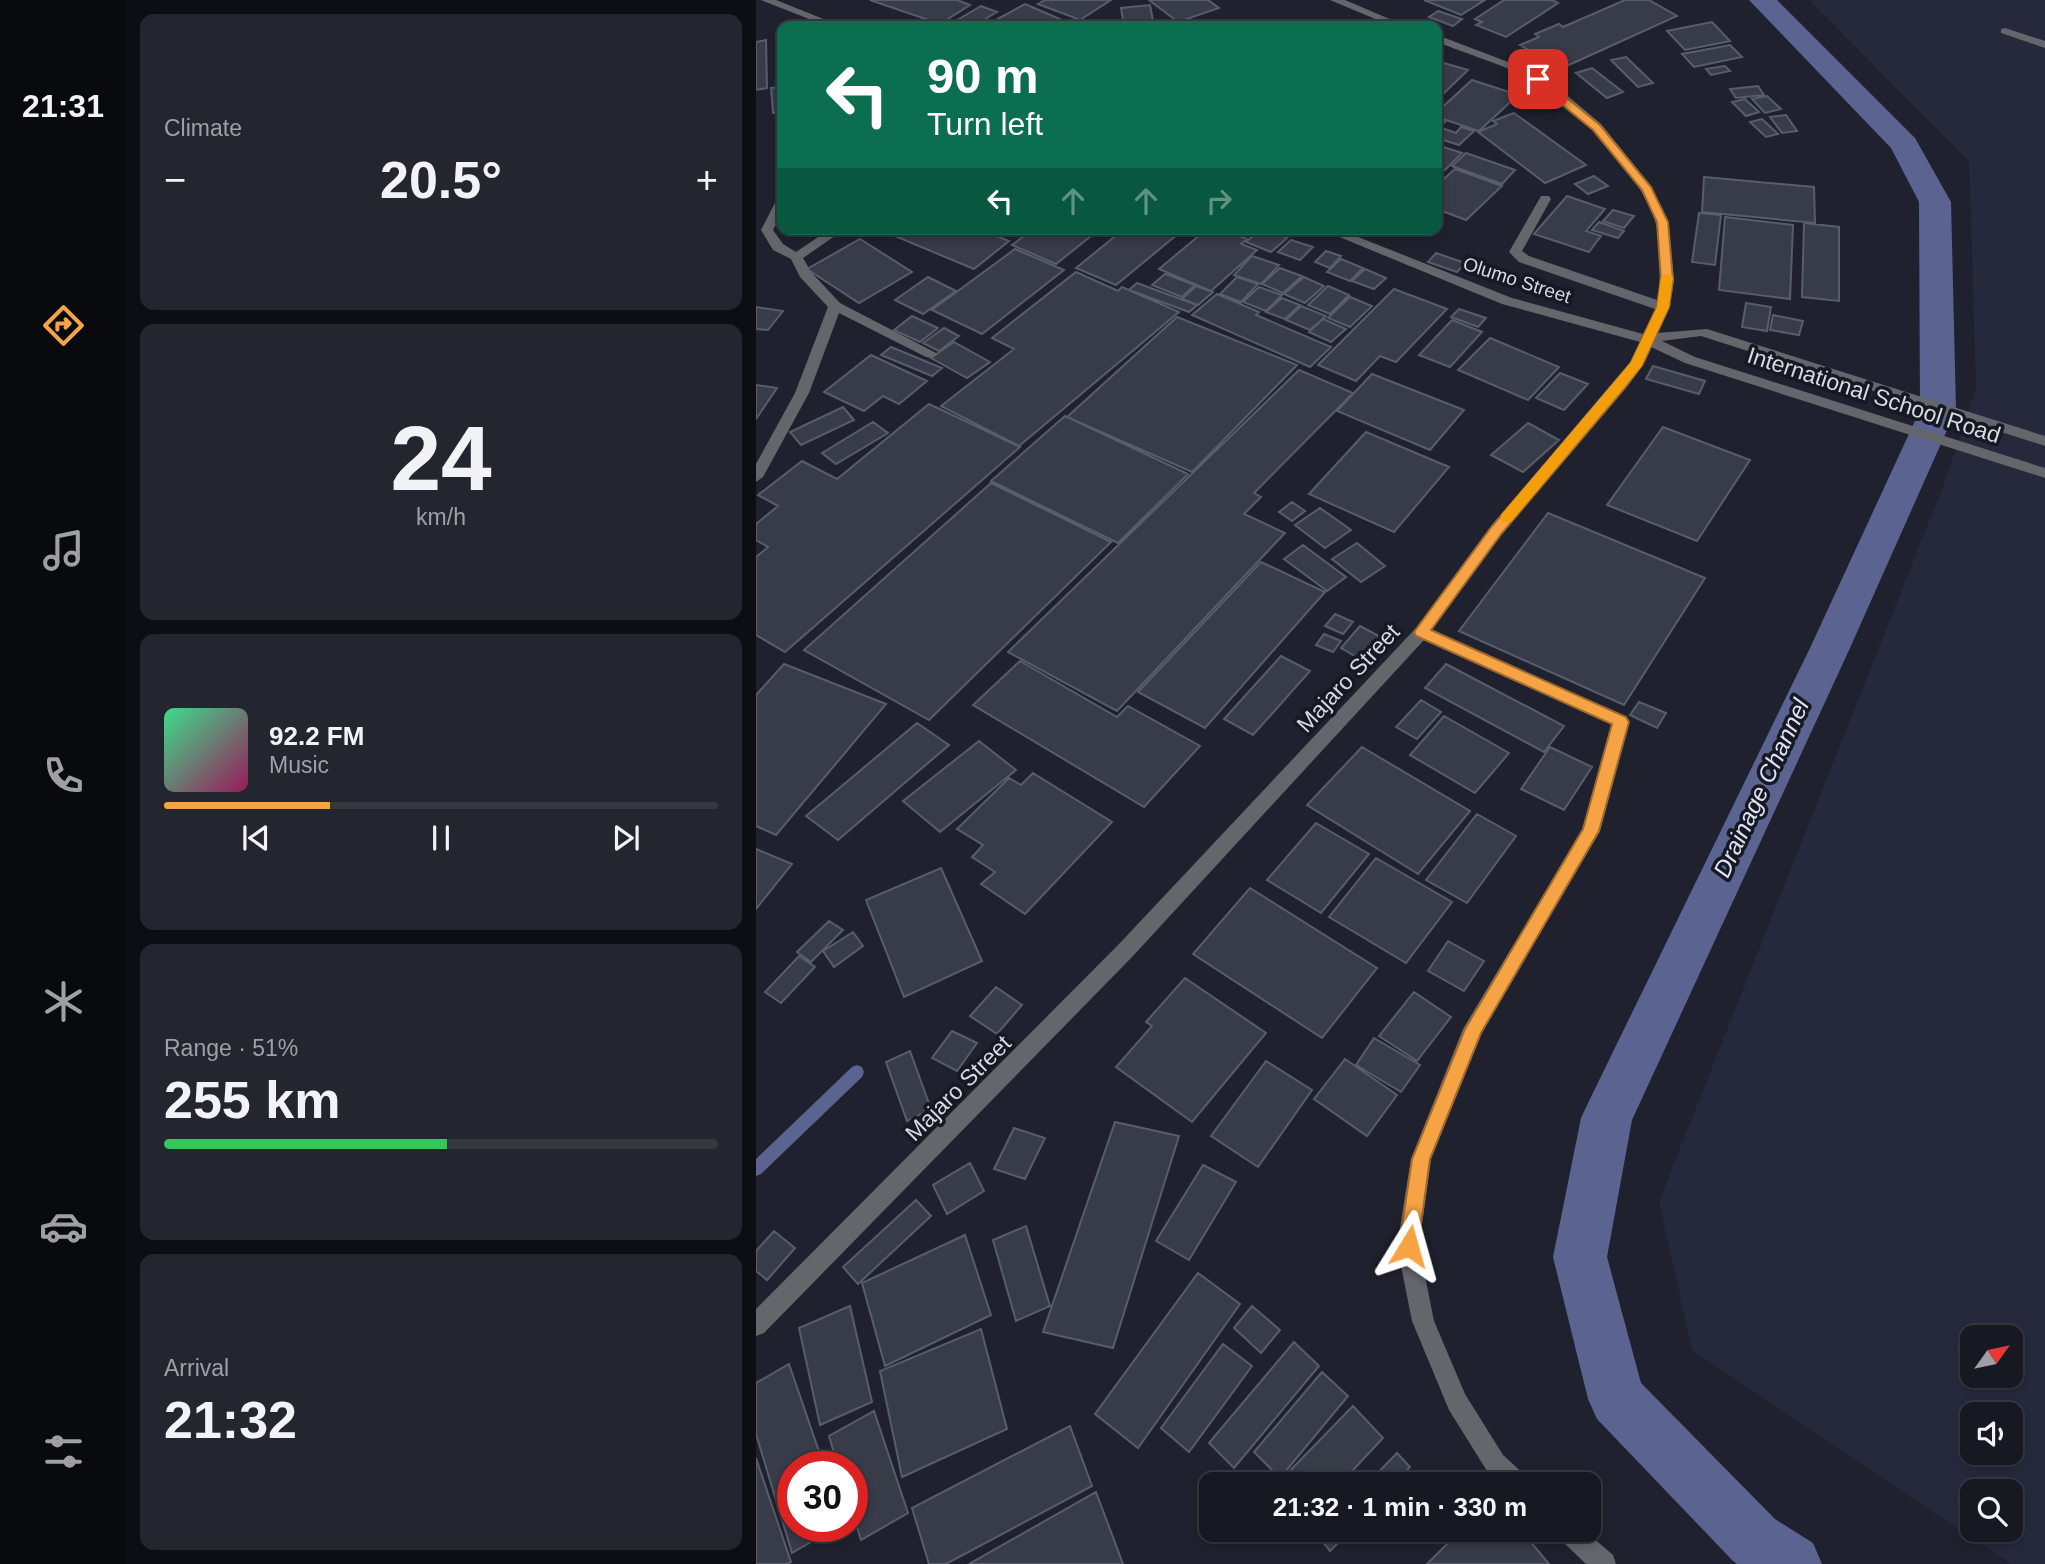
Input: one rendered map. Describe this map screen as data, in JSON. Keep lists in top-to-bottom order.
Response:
{
  "streets": {
    "street": ["Olumo Street", "International School Road", "Majaro Street"]
  },
  "crossings": [
    ["Olumo Street", "International School Road"],
    ["Olumo Street", "Majaro Street"],
    ["International School Road", "Majaro Street"]
  ],
  "water": ["Drainage Channel"],
  "north": "top right",
  "page": {
    "tabs": "21:31",
    "tile": [
      "Climate",
      ["24", "km/h"],
      ["Range · 51%", "255 km"],
      ["Arrival", "21:32"]
    ],
    "turn": ["90 m", "Turn left"],
    "heat": ["−", "20.5°", "+"],
    "song": ["92.2 FM", "Music"],
    "limit": "30",
    "trip": "21:32 · 1 min · 330 m"
  }
}
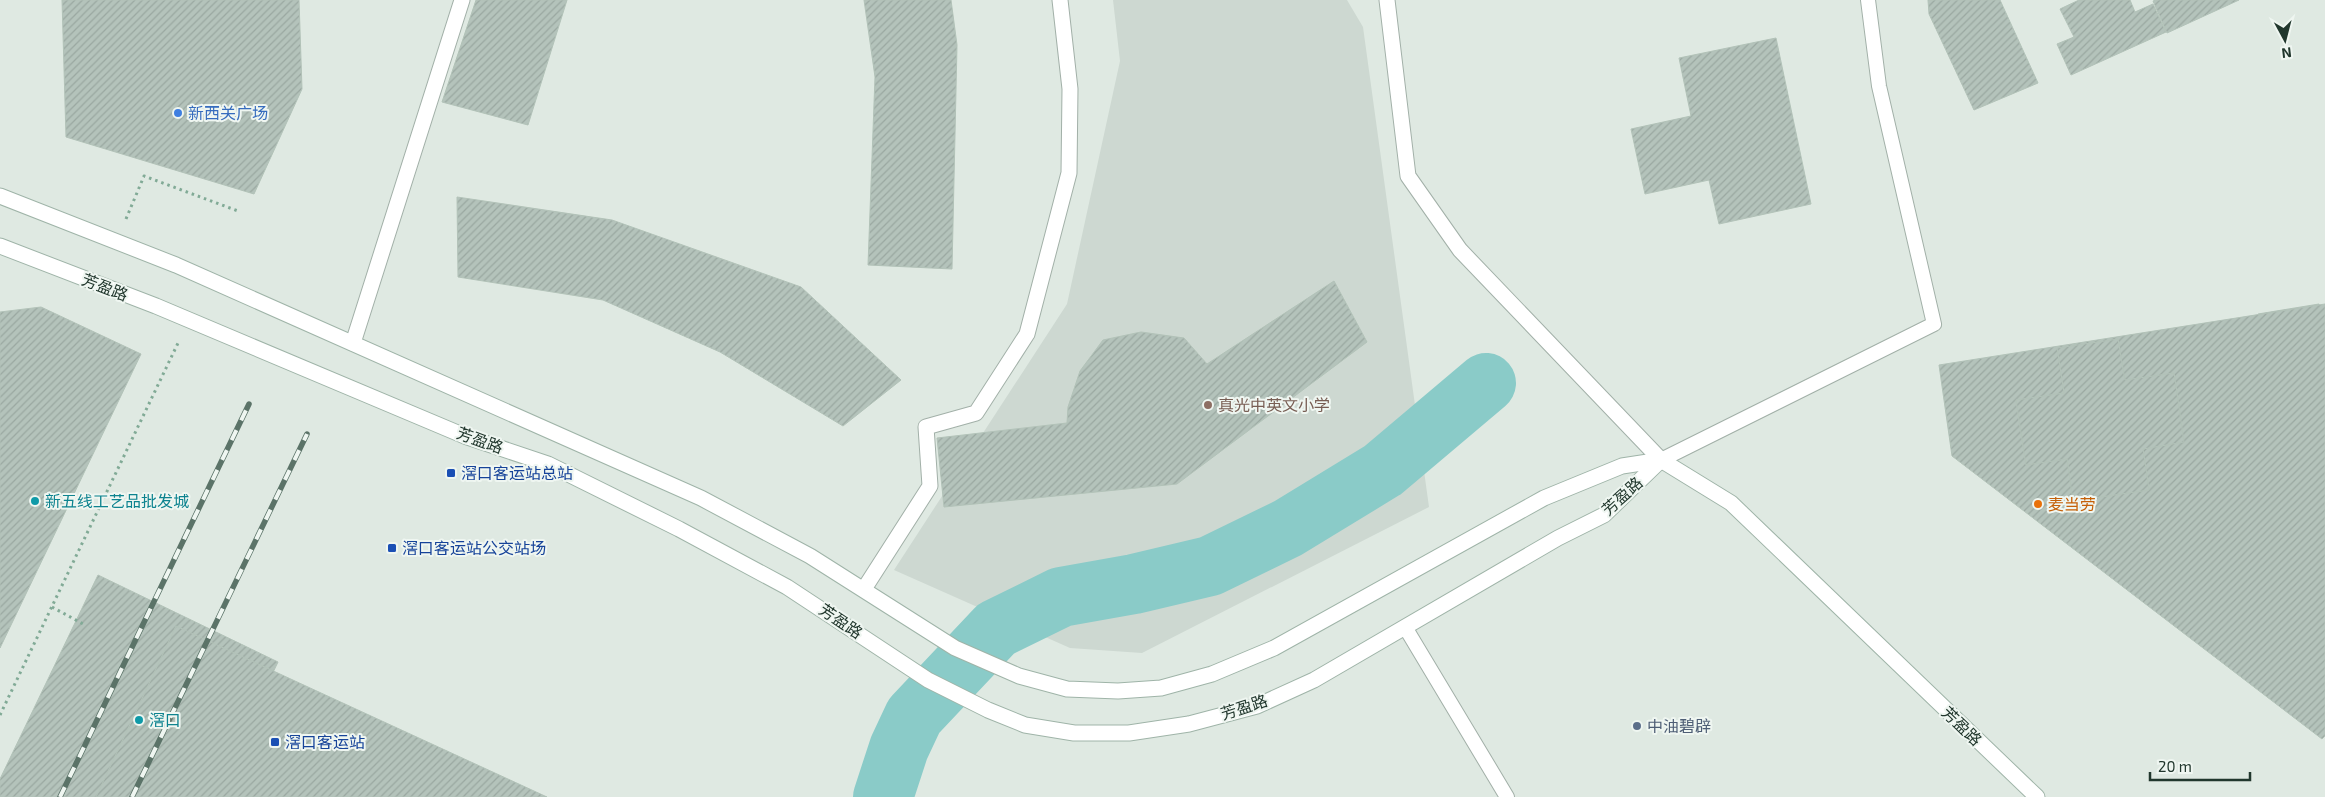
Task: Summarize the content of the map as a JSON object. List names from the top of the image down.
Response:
{
  "streets": {
    "street": ["芳盈路"]
  },
  "places": {
    "other": [
      "新西关广场",
      "真光中英文小学",
      "新五线工艺品批发城",
      "麦当劳",
      "滘口",
      "中油碧辟"
    ],
    "transit": ["滘口客运站总站", "滘口客运站公交站场", "滘口客运站"]
  },
  "scale_bar": "20 m",
  "north": "bottom"
}
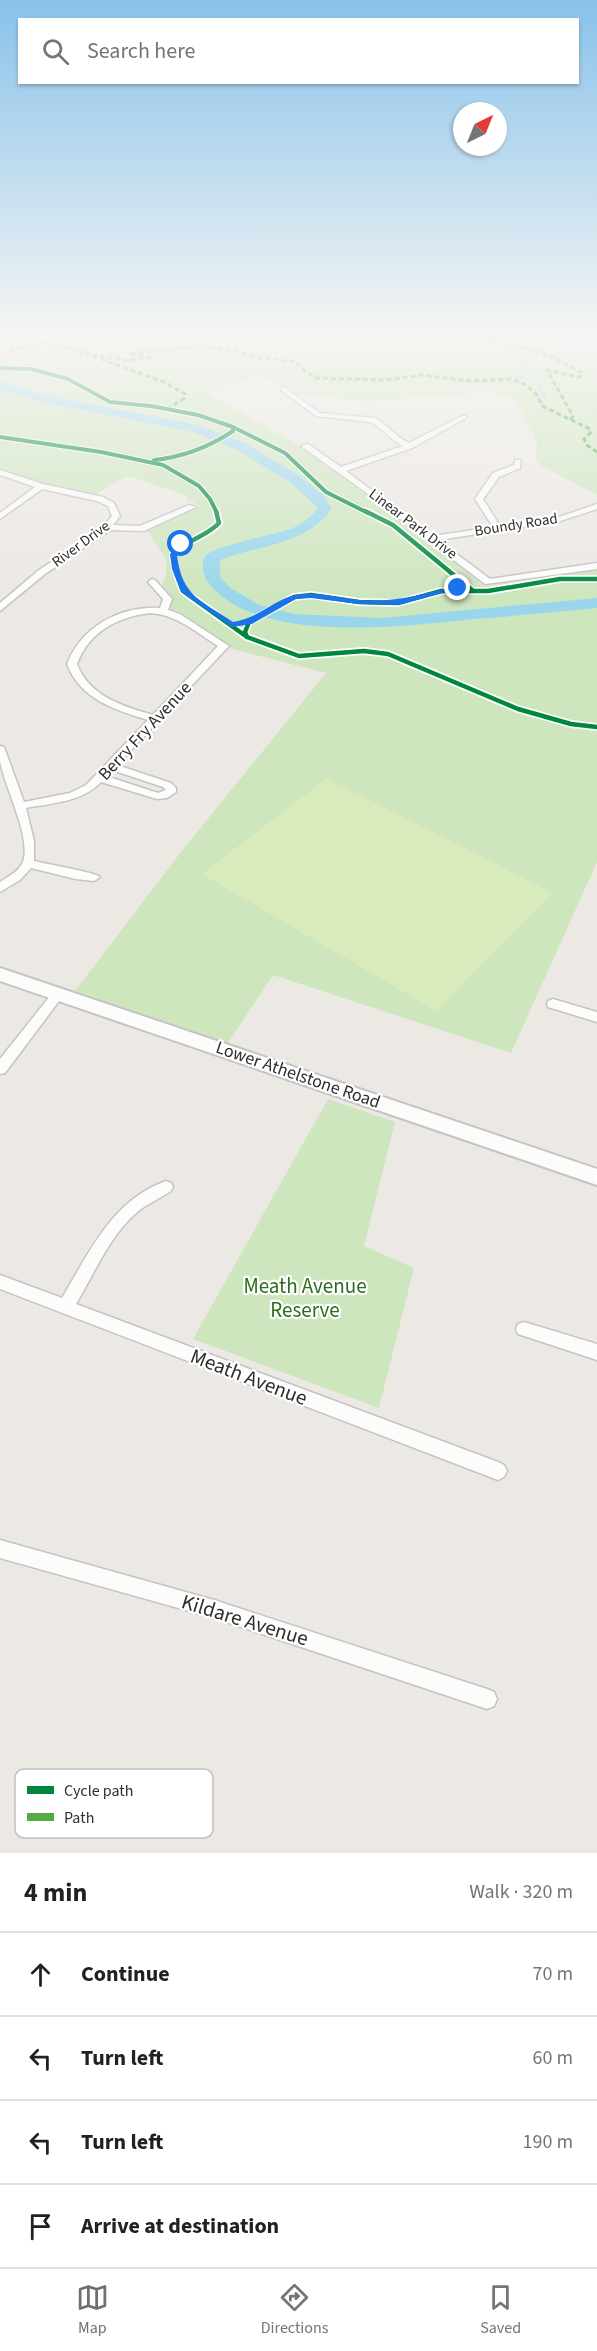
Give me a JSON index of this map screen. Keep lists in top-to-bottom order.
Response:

--- --- ---

Task item: Every line of the listing above that includes "lists" should be copied out.

Response box:
Input: one rendered map. Describe this map screen as data, in JSON. Keep lists in top-to-bottom order.
Give me a JSON index of this map screen. Keep lists in top-to-bottom order.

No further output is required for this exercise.